Thubron’s journey is borne on dark undercurrents that merge dramatically like the tributaries that feed the Amur. It begins at the river’s headwaters, the “Khenti Strictly Protected Area” in northeast Mongolia, a wilderness of bog and forest, where the author is injured in a fall from a horse. He has trekked and driven through Siberia as a younger man, but is he foolish to travel such harsh country at his advanced age? Continuing threats of arrest by provincial police shadow his progress, and everywhere he is dogged by dark ghosts of history—monuments to war dead, mass graves of gulag exiles, derelict housing blocks, and abandoned mines and factories from the red-starry-eyed era of Soviet industrialism.
For over a thousand miles, the Amur marks the boundary between two nations, and it is there, crisscrossing the border, that Thubron sees the contrast between an empire in decline and one on the rise.

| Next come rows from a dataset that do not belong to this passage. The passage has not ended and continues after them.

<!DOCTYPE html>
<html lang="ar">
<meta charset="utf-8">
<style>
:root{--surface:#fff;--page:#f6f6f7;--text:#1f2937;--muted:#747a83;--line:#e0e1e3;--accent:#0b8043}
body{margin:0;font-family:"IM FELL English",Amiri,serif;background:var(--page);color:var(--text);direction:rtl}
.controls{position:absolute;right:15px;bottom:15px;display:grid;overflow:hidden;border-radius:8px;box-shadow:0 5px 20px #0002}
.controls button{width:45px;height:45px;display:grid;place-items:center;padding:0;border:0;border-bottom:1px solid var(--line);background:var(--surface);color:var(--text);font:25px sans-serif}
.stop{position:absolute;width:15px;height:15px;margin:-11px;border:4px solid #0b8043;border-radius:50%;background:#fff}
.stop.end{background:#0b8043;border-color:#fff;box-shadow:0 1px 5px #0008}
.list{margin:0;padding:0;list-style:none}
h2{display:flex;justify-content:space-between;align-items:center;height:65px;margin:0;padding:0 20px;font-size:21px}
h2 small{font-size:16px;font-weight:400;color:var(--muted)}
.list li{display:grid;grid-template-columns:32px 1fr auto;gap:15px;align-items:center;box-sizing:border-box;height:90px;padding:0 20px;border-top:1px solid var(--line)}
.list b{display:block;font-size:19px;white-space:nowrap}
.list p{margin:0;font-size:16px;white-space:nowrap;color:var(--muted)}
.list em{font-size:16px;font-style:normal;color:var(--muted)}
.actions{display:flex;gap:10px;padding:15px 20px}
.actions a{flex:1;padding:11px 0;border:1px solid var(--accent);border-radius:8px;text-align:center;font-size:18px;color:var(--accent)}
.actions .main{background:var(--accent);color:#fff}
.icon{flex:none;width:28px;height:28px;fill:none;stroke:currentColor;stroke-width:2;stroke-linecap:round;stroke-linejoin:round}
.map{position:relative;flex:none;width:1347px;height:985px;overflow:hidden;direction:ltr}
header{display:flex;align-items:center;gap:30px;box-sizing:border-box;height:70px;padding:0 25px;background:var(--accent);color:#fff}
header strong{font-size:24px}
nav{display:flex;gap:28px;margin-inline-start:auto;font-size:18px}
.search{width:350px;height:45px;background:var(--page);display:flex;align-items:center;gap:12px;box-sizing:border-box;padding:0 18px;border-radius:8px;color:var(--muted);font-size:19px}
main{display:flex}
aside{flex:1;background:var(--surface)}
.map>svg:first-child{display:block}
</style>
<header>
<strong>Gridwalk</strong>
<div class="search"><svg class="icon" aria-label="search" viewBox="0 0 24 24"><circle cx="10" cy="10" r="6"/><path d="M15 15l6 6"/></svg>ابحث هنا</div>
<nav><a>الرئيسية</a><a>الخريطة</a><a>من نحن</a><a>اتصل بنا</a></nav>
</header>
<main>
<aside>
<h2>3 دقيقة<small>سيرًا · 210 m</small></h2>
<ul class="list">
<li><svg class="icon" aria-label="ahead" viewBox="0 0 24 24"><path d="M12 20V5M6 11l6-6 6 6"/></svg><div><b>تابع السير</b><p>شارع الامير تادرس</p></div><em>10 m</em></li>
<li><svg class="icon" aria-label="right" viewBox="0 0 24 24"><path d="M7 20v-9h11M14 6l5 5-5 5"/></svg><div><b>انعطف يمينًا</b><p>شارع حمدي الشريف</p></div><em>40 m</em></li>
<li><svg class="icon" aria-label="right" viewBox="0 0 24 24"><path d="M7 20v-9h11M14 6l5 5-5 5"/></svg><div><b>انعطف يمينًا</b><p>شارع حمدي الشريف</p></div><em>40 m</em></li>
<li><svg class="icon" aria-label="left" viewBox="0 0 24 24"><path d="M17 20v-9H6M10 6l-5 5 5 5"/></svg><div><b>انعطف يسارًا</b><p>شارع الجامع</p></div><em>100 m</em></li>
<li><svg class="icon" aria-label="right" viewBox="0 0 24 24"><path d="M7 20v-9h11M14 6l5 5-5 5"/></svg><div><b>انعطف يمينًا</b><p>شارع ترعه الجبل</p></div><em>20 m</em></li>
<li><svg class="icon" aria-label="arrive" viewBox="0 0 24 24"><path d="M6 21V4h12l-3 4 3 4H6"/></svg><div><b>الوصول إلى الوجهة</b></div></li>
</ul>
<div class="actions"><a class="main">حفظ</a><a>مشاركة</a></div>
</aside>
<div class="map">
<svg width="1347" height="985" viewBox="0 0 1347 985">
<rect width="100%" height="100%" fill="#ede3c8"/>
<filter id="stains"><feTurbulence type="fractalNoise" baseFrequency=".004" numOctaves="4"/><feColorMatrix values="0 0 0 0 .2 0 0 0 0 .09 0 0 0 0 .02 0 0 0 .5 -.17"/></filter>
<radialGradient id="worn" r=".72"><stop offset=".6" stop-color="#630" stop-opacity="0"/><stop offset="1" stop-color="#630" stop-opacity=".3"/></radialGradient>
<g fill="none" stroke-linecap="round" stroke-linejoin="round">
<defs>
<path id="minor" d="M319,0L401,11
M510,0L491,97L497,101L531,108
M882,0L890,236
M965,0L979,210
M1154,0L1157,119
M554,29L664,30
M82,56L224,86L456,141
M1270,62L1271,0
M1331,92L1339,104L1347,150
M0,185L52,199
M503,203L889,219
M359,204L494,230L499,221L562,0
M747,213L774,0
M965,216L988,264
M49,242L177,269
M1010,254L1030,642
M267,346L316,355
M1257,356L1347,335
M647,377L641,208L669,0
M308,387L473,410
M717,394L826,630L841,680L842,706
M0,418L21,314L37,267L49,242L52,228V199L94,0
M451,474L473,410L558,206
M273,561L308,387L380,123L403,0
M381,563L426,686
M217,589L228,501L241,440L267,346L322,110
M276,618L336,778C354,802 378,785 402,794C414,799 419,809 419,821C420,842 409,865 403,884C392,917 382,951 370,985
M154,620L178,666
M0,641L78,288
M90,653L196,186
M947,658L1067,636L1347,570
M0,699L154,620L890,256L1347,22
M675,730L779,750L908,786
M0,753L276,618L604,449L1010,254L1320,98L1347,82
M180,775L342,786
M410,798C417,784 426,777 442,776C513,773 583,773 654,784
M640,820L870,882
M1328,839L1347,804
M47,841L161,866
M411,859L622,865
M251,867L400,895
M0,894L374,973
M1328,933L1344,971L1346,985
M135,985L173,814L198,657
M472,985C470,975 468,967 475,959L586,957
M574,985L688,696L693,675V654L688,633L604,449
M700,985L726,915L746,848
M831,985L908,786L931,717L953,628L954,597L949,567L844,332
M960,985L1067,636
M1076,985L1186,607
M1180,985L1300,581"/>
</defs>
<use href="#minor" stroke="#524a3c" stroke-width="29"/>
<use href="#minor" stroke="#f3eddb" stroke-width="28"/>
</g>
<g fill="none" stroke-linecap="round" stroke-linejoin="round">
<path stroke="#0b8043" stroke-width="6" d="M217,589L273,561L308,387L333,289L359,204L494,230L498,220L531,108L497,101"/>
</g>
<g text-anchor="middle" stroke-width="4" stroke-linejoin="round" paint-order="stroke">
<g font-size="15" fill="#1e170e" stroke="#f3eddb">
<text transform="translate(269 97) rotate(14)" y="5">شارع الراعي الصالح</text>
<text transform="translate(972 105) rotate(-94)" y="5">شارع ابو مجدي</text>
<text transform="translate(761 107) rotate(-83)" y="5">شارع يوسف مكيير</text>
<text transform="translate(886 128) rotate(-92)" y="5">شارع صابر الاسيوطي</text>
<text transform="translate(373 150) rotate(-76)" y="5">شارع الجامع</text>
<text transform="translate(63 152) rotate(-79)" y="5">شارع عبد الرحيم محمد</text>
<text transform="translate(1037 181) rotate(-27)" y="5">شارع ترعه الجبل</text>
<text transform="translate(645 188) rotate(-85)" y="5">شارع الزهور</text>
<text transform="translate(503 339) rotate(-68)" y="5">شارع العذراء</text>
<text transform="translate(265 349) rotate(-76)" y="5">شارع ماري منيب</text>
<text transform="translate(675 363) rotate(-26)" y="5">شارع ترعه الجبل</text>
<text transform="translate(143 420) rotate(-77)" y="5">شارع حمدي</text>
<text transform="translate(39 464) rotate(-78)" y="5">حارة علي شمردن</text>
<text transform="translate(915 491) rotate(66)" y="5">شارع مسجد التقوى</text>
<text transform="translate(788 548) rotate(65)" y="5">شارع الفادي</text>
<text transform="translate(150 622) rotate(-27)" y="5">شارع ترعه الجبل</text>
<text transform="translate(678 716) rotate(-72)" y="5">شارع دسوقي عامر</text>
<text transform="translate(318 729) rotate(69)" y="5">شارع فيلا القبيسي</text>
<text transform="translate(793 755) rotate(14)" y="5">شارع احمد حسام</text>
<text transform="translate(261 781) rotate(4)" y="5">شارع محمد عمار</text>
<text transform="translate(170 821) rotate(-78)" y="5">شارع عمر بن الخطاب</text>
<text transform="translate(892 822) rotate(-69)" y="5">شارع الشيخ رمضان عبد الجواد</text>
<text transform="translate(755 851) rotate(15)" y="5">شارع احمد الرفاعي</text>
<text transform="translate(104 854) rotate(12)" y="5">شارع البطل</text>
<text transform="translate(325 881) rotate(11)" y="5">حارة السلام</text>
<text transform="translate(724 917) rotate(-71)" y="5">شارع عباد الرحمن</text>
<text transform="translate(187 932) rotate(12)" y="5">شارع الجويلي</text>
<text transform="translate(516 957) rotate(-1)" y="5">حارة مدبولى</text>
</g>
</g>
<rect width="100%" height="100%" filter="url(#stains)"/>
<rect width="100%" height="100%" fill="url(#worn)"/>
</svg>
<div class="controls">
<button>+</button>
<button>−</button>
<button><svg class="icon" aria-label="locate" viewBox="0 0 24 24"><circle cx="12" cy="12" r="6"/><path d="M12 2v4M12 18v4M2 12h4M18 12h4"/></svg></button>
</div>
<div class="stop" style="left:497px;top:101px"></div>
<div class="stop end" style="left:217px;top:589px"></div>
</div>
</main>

A half mile of river separates Blagoveschensk, an aging Siberian city, from the new Chinese city of Heihe, whose modern skyline, “shining like a mirage or a torment,” epitomizes the current industrial imbalance between the two nations. Chinese goods dominate the markets on both shores, and though the Russian city is almost two centuries old, Heihe, only a village a few decades ago, is now the more populous, and growing.
Traveling by train, riverboat, bus, and hired car, conversing in Russian and Mandarin with rural and urban dwellers along the way, Thubron acts as father-confessor to river dwellers, hearing gripes about distant bureaucrats and distrusted neighbors. Other great rivers, such as the Nile, the Yangtze, and the Ganges, he notes, “flow like lifeblood through their nation’s heart. Only the Amur divides.” To the Chinese, the Amur is an outpost of development, bordered on the north by near-barbarians who stole the lands beyond from them. To the Russians, the Amur is, like the rivers of the American West, a connection to a rich frontier bounded by the Pacific. But there is no California today in the Russian Far East, and though the Amur was once “the stuff of dreams,” it remains a “promise forever delayed.”
Near the end of its course, the Amur bears northward, through largely uninhabited wilderness once again, before entering the Pacific just south of the Okhotsk Sea. Thubron travels these last hundreds of miles by boat and Land Rover® with two locals, Alexander and Igor, who embody the weariness of what was to have been a golden land. They spend these closing days fishing and drinking, savoring the broadening span of river and the silence of virgin forest. Then, memories of his extraordinary voyage uniting in a final melancholic reverie, the author stands on a headland looking east toward the estuary “where the Amur pours out its dark fusion of waters to the ocean.”